Morocco maneuvers to keep Saharan rebels out of African limelight

For months Libyan leader Muammar Qaddafi has been looking forward to the first week in August. At that moment his standing in the world would be enhanced by his scheduled assumption of the chairmanship of the Organization of African Unity.

The organization is due to hold its yearly summit in Tripoli, the Libyan capital, Aug. 5-8. The head of government of the host state automatically becomes OAU chairman for a year.

But over the past six months, the holding of the summit has been increasingly in doubt. This is because Morocco - some observers say with United States backing - has been leading a campaign to prevent a quorum from assembling in Tripoli for the opening of the August meeting.

At issue is the status of the Western Sahara, a former Spanish colonial territory that Morocco has in effect annexed since Spanish withdrawal in 1976. The Polisario guerrilla movement politically and militarily challenges Moroccan acquisition of the region. Polisario is backed by Libya and Algeria.

Last February OAU Secretary-General Edem Kodjo of Togo admitted the Polisario's government-in-exile, the Saharan Arab Democratic Republic (SADR), to OAU membership in a procedural move. No formal vote preceded Mr. Kodjo's move. His argument was that earlier OAU votes showed a majority of the organization's 50 members supported Polisario and the SADR.

Morocco was furious. It had agreed at the 1981 OAU summit to a cease-fire with Polisario guerrillas as a prelude to a referendum on the Western Sahara's future.

The Moroccan response to Mr. Kodjo's admission of the SADR to OAU membership has been a steady campaign to wreck this year's Tripoli summit - and Colonel Qaddafi's ambitions connected with it - by getting enough members to stay away to prevent the assembling of the needed two-thirds quorum. It looked as if the Moroccans might just succeed in doing this.

They were helped last week when President Milton Obote of Uganda accused Colonel Qaddafi of training Ugandans in Libya to overthrow the Obote regime.

But now in a shrewd apparent volte-face, King Hassan of Morocco has in effect proposed a deal with Colonel Qaddafi that would give the Libyan leader both his OAU summit and chairmanship - but at a price.

King Hassan has proposed that the Tripoli summit should go ahead as planned - without any SADR representation - and that the OAU should consider the question of the Western Sahara exhausted. In other words, Morocco would keep the Western Sahara without any further challenge to its sovereignty from within the OAU.

This presents Colonel Qaddafi with a hard choice. But many OAU members, including some who lean toward Polisario, are desperately anxious for a way out of an impasse that could conceivably wreck their organization.

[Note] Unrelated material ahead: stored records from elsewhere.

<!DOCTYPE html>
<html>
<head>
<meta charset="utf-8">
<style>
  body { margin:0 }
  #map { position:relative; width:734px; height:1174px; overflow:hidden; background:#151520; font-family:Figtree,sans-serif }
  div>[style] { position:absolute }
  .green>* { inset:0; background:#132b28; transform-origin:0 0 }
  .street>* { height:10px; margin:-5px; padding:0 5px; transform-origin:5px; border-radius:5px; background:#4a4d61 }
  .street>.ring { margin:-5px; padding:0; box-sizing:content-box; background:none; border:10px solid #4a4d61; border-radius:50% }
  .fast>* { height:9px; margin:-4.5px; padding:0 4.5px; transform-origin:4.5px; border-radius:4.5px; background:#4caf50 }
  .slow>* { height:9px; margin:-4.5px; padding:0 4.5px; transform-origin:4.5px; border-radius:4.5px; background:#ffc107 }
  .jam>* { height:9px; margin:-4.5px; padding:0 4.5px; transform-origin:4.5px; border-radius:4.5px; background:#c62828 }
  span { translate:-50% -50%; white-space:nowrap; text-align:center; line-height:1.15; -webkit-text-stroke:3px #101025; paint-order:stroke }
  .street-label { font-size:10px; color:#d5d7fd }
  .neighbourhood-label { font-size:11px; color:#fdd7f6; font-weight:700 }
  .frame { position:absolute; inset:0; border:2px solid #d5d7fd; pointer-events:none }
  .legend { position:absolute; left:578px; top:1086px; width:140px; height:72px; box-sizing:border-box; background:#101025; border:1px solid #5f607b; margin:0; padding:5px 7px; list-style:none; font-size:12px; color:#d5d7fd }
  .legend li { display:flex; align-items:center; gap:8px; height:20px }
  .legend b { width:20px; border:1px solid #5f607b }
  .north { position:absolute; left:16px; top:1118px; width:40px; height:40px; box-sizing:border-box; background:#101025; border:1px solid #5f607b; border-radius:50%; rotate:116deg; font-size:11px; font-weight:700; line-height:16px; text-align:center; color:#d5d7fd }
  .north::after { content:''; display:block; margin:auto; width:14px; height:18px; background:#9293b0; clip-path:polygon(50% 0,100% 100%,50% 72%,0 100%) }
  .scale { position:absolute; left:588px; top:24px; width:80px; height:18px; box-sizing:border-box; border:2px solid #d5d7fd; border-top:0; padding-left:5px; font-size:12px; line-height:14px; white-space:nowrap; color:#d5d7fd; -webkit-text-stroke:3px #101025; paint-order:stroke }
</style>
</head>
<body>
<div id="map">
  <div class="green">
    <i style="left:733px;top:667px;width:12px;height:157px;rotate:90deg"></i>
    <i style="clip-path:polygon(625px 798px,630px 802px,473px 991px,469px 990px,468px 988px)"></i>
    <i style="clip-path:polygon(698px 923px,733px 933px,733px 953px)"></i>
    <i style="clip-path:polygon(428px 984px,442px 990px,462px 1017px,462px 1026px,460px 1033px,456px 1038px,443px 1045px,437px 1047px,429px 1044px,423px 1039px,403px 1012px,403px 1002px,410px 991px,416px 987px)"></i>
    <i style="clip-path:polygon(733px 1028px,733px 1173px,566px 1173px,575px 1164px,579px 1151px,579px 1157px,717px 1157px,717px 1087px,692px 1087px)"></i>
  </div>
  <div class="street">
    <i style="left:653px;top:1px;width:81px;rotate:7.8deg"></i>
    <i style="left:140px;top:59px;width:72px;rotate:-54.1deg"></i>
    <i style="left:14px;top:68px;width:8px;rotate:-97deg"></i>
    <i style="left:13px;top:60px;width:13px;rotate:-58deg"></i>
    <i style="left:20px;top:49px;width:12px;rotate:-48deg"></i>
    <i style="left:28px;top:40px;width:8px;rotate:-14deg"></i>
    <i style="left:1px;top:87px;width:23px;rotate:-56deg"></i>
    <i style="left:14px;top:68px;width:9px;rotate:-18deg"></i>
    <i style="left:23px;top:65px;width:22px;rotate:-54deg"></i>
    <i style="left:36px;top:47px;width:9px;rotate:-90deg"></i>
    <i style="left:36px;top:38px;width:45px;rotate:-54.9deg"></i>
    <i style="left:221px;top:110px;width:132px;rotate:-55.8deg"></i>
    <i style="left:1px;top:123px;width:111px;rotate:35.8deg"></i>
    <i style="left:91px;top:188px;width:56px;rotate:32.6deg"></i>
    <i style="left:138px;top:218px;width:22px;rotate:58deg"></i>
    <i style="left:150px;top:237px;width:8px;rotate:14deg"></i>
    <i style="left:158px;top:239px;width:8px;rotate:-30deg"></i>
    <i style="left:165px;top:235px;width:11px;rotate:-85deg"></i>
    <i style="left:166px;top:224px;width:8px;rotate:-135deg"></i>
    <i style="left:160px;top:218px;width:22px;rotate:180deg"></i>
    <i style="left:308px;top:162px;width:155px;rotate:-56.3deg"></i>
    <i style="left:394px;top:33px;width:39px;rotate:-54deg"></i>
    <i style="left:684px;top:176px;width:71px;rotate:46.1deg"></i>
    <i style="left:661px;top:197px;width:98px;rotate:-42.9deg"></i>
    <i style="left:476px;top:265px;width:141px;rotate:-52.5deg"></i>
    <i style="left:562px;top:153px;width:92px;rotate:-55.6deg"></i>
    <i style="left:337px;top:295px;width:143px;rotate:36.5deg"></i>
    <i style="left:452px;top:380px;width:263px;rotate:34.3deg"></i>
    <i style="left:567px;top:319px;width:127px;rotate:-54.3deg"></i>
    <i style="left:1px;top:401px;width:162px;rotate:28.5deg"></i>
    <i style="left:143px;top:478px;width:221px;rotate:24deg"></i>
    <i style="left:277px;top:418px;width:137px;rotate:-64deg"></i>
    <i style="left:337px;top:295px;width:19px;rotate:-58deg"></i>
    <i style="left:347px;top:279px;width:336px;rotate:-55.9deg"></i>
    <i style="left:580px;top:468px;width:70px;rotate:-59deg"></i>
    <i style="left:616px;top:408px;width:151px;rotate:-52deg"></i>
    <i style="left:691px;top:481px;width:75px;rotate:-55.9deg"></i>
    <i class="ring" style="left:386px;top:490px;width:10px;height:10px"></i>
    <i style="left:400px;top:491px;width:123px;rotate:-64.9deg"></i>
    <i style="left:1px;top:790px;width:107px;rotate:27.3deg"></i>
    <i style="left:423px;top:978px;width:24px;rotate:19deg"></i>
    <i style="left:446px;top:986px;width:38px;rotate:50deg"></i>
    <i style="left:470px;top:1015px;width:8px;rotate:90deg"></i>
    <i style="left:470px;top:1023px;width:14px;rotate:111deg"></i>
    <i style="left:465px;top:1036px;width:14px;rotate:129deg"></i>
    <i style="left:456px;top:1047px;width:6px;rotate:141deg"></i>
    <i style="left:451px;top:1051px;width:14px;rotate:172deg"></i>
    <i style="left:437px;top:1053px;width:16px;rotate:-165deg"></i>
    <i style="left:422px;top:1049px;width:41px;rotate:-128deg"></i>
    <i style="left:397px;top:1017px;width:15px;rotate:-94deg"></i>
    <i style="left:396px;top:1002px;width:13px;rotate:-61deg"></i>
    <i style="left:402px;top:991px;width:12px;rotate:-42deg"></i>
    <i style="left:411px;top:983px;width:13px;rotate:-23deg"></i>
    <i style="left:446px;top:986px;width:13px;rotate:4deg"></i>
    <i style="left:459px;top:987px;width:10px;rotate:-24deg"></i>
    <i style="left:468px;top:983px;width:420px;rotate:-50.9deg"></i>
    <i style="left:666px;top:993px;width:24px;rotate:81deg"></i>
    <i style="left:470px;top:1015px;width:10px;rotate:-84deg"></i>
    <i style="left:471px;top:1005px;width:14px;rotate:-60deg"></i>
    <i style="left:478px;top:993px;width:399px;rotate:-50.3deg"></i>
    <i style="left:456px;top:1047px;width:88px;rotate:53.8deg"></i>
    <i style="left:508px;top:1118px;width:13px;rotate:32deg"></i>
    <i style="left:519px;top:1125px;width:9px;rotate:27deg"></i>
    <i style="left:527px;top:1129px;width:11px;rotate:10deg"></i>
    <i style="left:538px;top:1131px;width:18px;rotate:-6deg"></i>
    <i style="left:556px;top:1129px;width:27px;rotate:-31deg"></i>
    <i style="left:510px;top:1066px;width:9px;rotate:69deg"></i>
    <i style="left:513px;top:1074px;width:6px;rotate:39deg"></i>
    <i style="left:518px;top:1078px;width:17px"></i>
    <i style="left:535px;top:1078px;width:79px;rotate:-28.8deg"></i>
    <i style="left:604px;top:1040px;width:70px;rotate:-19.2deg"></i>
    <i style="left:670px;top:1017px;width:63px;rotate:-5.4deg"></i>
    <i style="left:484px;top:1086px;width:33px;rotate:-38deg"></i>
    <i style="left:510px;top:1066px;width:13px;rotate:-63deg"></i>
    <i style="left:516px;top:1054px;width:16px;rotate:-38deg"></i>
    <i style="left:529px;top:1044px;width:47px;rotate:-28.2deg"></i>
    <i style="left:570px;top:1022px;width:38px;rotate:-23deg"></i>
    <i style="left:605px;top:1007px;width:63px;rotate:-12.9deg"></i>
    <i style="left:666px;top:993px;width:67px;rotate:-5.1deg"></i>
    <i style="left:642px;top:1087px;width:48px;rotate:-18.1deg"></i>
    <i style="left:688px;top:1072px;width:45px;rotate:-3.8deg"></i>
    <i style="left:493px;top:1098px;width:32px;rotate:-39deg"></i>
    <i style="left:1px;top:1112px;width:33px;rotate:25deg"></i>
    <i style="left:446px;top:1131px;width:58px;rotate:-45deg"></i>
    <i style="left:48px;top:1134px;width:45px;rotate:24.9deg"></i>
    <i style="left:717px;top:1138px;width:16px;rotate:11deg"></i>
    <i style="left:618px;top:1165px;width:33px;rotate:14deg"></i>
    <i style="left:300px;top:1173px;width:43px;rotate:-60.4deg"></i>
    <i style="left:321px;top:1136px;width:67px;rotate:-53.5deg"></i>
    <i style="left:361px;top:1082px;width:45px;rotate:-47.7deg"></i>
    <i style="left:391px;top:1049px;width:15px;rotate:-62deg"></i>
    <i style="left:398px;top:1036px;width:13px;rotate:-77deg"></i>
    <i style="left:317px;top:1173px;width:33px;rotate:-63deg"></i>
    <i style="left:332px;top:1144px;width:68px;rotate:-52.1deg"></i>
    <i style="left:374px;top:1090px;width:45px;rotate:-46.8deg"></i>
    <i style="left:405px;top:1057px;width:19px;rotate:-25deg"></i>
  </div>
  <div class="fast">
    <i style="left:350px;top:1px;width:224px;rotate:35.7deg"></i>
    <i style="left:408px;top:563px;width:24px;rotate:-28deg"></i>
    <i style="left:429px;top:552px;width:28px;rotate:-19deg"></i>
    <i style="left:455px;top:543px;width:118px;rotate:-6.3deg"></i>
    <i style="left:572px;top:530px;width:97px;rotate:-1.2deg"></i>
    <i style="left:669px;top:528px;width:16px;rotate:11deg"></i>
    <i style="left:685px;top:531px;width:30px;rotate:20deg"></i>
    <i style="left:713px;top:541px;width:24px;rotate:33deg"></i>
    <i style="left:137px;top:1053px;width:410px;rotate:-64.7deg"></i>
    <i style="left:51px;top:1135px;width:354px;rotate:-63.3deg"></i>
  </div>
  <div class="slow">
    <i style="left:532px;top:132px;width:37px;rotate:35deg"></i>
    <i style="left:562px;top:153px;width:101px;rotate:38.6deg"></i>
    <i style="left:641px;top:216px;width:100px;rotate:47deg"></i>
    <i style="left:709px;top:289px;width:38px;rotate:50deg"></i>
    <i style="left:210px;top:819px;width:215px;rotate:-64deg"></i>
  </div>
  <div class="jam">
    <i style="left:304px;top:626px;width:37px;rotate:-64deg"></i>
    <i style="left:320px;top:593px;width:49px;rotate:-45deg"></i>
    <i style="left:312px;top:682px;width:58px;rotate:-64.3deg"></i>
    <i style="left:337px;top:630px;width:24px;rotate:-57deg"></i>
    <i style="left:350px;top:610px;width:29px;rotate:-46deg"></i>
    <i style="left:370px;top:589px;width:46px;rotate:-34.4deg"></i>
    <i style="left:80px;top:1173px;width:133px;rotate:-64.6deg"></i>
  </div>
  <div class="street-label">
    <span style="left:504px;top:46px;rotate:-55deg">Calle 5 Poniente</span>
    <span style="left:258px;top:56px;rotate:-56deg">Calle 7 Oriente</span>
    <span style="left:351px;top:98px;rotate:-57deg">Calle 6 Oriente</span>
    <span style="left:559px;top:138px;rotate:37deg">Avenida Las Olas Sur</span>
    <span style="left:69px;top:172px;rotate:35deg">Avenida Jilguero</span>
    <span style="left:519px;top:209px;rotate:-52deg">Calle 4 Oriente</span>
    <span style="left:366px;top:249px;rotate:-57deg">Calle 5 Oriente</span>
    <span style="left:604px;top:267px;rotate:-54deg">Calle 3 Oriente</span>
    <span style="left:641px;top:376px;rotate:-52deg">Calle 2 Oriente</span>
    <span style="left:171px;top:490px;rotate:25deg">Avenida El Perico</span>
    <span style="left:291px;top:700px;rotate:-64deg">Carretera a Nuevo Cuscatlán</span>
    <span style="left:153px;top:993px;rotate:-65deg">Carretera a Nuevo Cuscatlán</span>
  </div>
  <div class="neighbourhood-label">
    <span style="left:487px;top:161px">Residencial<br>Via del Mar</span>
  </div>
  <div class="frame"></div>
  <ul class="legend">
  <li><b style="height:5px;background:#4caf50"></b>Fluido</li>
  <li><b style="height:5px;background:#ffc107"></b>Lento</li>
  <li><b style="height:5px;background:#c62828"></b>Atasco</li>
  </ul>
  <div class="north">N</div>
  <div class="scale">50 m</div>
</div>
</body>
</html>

The OAU has already been dealt one blow this year by the near-fiasco of its peace-keeping effort in Chad. Despite the peace-force presence, Chad rebel leader Hissein Habre drove President Goukhouni Woddei out of the country; Habre's forces control most of Chad.

The OAU's record has been modest since its establishment with the emergence of independent black Africa after World War II. But it remains important because it symbolizes the decision to spare black Africa Balkanization and chaos by accepting the national frontiers bequeathed by the departing colonial powers.